El pánico inicial los dejó conmocionados, pero a medida que las horas pasaban lentamente, la tensión se hizo palpable y el aburrimiento comenzó a aparecer de nuevo.
Mientras el hombre de la cara marcada por cicatrices iba a buscar comida, Doyle se inclinó hacia uno de los demás y bajó la voz.
«El jefe no está aquí. Quizá podamos retomar donde lo dejamos».
Su cómplice negó con la cabeza, con los ojos muy abiertos. «¿Estás loco? Nos matará si nos pilla metiéndonos con ella otra vez».

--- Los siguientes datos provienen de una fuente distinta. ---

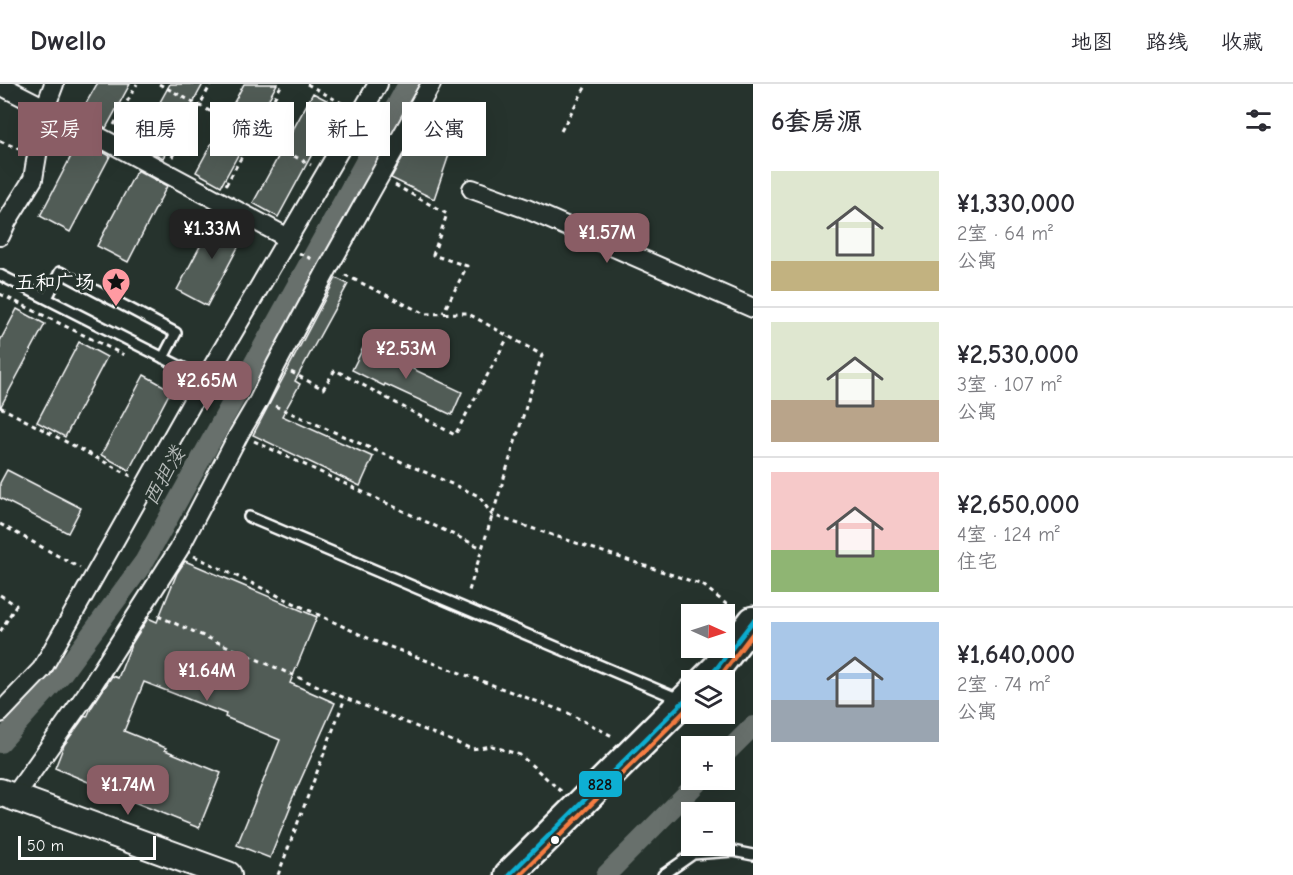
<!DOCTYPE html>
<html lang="zh">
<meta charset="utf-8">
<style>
:root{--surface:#fff;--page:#f7f7f7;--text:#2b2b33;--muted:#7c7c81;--line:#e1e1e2;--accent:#8a5d65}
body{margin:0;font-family:"Comic Neue","LXGW WenKai TC",sans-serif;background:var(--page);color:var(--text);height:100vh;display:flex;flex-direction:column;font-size:22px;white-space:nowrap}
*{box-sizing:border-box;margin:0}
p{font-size:20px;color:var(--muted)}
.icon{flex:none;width:33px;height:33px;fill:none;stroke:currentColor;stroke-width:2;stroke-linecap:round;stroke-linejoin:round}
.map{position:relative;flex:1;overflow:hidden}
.drawer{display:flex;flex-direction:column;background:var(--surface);width:540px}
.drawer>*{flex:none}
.top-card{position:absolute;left:18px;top:18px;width:570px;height:54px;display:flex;gap:12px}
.needle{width:39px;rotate:93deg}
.fabs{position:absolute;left:681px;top:520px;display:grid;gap:12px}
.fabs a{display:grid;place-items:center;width:54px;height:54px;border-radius:0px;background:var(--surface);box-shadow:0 6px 24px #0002;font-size:30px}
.scale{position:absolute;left:18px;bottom:15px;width:138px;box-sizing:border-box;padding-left:6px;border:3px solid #fff;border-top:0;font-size:16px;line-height:21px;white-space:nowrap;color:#fff;-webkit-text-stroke:4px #26332d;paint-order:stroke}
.price{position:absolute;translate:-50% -51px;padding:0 14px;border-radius:12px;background:var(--accent);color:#fff;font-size:20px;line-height:39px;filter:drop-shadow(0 2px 3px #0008)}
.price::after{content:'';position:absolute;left:50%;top:36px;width:18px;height:14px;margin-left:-9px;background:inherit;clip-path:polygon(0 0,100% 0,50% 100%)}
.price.active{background:#222;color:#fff}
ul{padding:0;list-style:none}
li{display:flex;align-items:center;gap:18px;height:150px;padding:0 18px}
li+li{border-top:2px solid var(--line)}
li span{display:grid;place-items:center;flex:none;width:168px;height:120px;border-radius:0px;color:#555}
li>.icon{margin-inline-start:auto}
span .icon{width:72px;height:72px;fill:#fffc;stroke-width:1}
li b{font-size:26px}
h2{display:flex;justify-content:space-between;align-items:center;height:72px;padding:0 18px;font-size:26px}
.chip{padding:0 21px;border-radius:0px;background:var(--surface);box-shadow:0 6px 24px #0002;font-size:21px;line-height:54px}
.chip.active{background:var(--accent);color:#fff}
header{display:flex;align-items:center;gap:36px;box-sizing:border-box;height:84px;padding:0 30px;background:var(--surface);border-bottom:2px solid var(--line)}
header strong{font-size:28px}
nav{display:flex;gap:33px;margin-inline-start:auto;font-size:21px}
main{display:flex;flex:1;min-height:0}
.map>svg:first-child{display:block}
</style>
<header>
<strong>Dwello</strong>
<nav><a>地图</a><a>路线</a><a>收藏</a></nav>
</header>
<main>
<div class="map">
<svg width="753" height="791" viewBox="0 0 753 791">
<rect width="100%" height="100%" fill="#26332d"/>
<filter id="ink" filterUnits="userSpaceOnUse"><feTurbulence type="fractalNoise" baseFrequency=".0167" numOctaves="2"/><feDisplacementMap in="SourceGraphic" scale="12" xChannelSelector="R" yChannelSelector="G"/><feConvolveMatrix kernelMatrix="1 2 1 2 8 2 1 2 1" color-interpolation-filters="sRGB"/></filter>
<g filter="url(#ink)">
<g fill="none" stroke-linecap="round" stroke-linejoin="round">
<!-- canal -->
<path stroke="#67706c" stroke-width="20" d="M 0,659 L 61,591 L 144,478 L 408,0
M 724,671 L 753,642
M 606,791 L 700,696"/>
</g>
<!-- building -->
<path fill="#515c57" stroke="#fff" stroke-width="1.5" d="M 97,0 L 130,0 L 106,44 L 90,35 L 91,34 L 81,28 Z
M 170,0 L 203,0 L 163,74 L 148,66 L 149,64 L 138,58 Z
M 244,0 L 277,0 L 221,102 L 196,88 Z
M 313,9 L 338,22 L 278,133 L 253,119 Z
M 418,46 L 452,62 L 434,115 L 391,94 Z
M 80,55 L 110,72 L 70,148 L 40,132 Z
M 137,86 L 167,102 L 128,178 L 97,162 Z
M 217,130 L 247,146 L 207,222 L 177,206 Z
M 336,194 L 348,200 L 295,297 L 300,300 L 282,332 L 373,373 L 360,402 L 253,351 Z
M 17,225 L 45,240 L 0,324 L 0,257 Z
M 79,258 L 107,273 L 65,353 L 37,338 Z
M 365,260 L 397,276 L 396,277 L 462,308 L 452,331 L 385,300 L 384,302 L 352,286 Z
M 144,291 L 171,306 L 129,386 L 101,371 Z
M 7,386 L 81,424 L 68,449 L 0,414 L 0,399 Z
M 185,477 L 317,533 L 290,599 L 335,619 L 289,722 L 291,722 L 270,774 L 237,761 L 280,656 L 225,633 L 226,630 L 144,598 L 124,647 L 166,664 L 165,666 L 221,689 L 199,744 L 104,706 L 105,705 L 55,684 L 64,661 L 85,632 L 87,633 L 91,624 L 112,592 L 118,594 L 131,561 L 148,534 L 157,538 L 177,489 Z"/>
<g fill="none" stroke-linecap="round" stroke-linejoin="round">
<!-- lane casing -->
<g stroke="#fff" stroke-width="14">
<path id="lane" d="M 0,191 L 205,295
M 47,214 L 60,188 L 176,249 L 163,274
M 249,433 L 679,615
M 663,791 L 693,770 L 733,767 L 753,771"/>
</g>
<!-- street casing -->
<g stroke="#fff" stroke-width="22">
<path id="street" d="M 0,1 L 45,24 L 288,154
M 472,105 L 527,125 L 753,224
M 0,152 L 7,137 L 33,95 L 45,24 L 54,0
M 0,629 L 42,585 L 198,308 L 378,0
M 14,713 L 86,611 L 179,465 L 239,350 L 259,316 L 276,281 L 328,184 L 431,0"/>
</g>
<!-- secondary casing -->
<g stroke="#fff" stroke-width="30">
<path id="secondary" d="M 0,708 L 228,791"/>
</g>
<!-- primary casing -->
<g stroke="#fff" stroke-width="33">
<path id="primary" d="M 704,597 L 716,585 L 753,537
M 509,791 L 692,609"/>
</g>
<!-- path -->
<path stroke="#fff" stroke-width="3" stroke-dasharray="4.5 4.5" stroke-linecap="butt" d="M 159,0 L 311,81
M 307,0 L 345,21
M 114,41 L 137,0
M 561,47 L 587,0
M 0,57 L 19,65
M 172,73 L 211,0
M 226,101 L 282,0
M 395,101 L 447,130 L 433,171 L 467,182 L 443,229
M 299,169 L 312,175
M 345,191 L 425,230 L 467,229 L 542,271 L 468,510
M 0,210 L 124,271
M 291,288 L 323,305 L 335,286 L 455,351 L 508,253
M 275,322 L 479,412 L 492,431 L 703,501 L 732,525
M 0,323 L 131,392
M 254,357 L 482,464
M 0,440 L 80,484
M 194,472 L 374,557 L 568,629 L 614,653
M 0,511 L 16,521 L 0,548
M 158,532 L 345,614 L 472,665 L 492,662 L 520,671 L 562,708
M 278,791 L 345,614"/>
<!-- lane -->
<use href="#lane" stroke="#26332d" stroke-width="9"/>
<!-- street -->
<use href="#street" stroke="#26332d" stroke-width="18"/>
<!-- secondary -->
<use href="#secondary" stroke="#26332d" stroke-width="26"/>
<!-- primary -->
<use href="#primary" stroke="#26332d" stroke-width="28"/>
<!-- bus-1 casing -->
<g stroke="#26332d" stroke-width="9">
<path id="bus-1" d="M 704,597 L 716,585 L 753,537
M 509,791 L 692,609"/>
</g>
<!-- bus-2 casing -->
<g stroke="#26332d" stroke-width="9">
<path id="bus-2" d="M 715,597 L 722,590 L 753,549
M 520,791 L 692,620"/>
</g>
<!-- bus-1 -->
<use href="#bus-1" stroke="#0dafd3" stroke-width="4.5"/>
<!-- bus-2 -->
<use href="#bus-2" stroke="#f77d43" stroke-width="4.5"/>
</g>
</g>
<!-- icons -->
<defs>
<g id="sight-pin" transform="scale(1.5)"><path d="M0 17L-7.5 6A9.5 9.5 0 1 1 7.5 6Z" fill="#ff9aa2" stroke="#26332d"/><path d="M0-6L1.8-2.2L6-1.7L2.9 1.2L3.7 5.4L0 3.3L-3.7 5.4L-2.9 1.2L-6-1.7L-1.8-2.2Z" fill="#111"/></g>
</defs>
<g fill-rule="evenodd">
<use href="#sight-pin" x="116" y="198"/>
</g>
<!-- markers -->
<circle fill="#fff" stroke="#26332d" stroke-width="2" cx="555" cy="756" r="5"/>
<g text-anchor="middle" stroke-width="6" stroke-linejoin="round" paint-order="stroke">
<!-- poi labels -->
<g font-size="20" fill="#fff" stroke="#26332d" text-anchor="end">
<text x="95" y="205">五和广场</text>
</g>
<!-- water labels -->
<g font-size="21" font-style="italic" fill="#b3b8b6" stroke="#26332d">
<text transform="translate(164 392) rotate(-61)" y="7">西担溇</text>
</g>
</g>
<rect stroke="#26332d" stroke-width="2" x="578" y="686" width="45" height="28" rx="6" fill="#0dafd3"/>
<g font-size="16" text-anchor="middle" font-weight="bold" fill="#111">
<text x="600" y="706">828</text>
</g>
</svg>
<div class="fabs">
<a><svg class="needle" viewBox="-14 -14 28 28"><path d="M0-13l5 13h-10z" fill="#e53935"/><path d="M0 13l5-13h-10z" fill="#7c7c81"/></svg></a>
<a><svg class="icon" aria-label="layers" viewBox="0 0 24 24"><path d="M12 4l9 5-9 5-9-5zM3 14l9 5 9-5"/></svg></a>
<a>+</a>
<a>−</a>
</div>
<div class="scale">50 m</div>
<b class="price active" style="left:212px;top:176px">¥1.33M</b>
<b class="price" style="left:607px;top:180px">¥1.57M</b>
<b class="price" style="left:406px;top:296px">¥2.53M</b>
<b class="price" style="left:207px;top:328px">¥2.65M</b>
<b class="price" style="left:207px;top:618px">¥1.64M</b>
<b class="price" style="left:128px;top:732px">¥1.74M</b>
<div class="top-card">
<a class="chip active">买房</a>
<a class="chip">租房</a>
<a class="chip">筛选</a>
<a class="chip">新上</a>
<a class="chip">公寓</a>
</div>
</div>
<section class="drawer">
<h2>6套房源<svg class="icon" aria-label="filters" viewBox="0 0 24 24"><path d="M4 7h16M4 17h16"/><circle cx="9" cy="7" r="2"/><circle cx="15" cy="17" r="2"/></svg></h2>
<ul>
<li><span style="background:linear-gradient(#dfe7d0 75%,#c2b280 0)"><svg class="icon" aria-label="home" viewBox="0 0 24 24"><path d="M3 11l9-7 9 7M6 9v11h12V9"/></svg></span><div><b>¥1,330,000</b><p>2室 · 64 m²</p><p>公寓</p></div></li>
<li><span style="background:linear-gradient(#dfe7d0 65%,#b9a48a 0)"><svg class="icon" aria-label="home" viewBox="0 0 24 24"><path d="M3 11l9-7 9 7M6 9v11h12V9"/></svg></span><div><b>¥2,530,000</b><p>3室 · 107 m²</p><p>公寓</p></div></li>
<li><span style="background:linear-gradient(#f6c9c9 65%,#8fb573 0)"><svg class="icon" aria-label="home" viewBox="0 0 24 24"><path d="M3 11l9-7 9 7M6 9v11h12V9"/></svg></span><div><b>¥2,650,000</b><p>4室 · 124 m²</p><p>住宅</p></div></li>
<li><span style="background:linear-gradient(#a9c7e8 65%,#9aa5b1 0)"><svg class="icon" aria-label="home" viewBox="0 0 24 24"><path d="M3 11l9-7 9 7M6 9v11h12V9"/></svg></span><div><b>¥1,640,000</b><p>2室 · 74 m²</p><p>公寓</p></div></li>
</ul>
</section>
</main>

Doyle esbozó una sonrisa burlona. « Dijo que no podíamos obligarla. Pero, ¿y si es ella quien nos lo suplica?«
Sacó un frasco del bolsillo. Entre los suministros esparcidos por la sala de operaciones había un estimulante, algo en lo que la banda confiaba para mantener a los donantes con vida el tiempo suficiente para extraerles más órganos.
La medicina legítima estaba fuera de su alcance, así que tenían que conformarse con lo que pudieran comprar a traficantes de dudosa reputación en el mercado negro. Este lote era aún peor: estaba repleto de potentes afrodisíacos, de esos que se encuentran en los clubes de los callejones.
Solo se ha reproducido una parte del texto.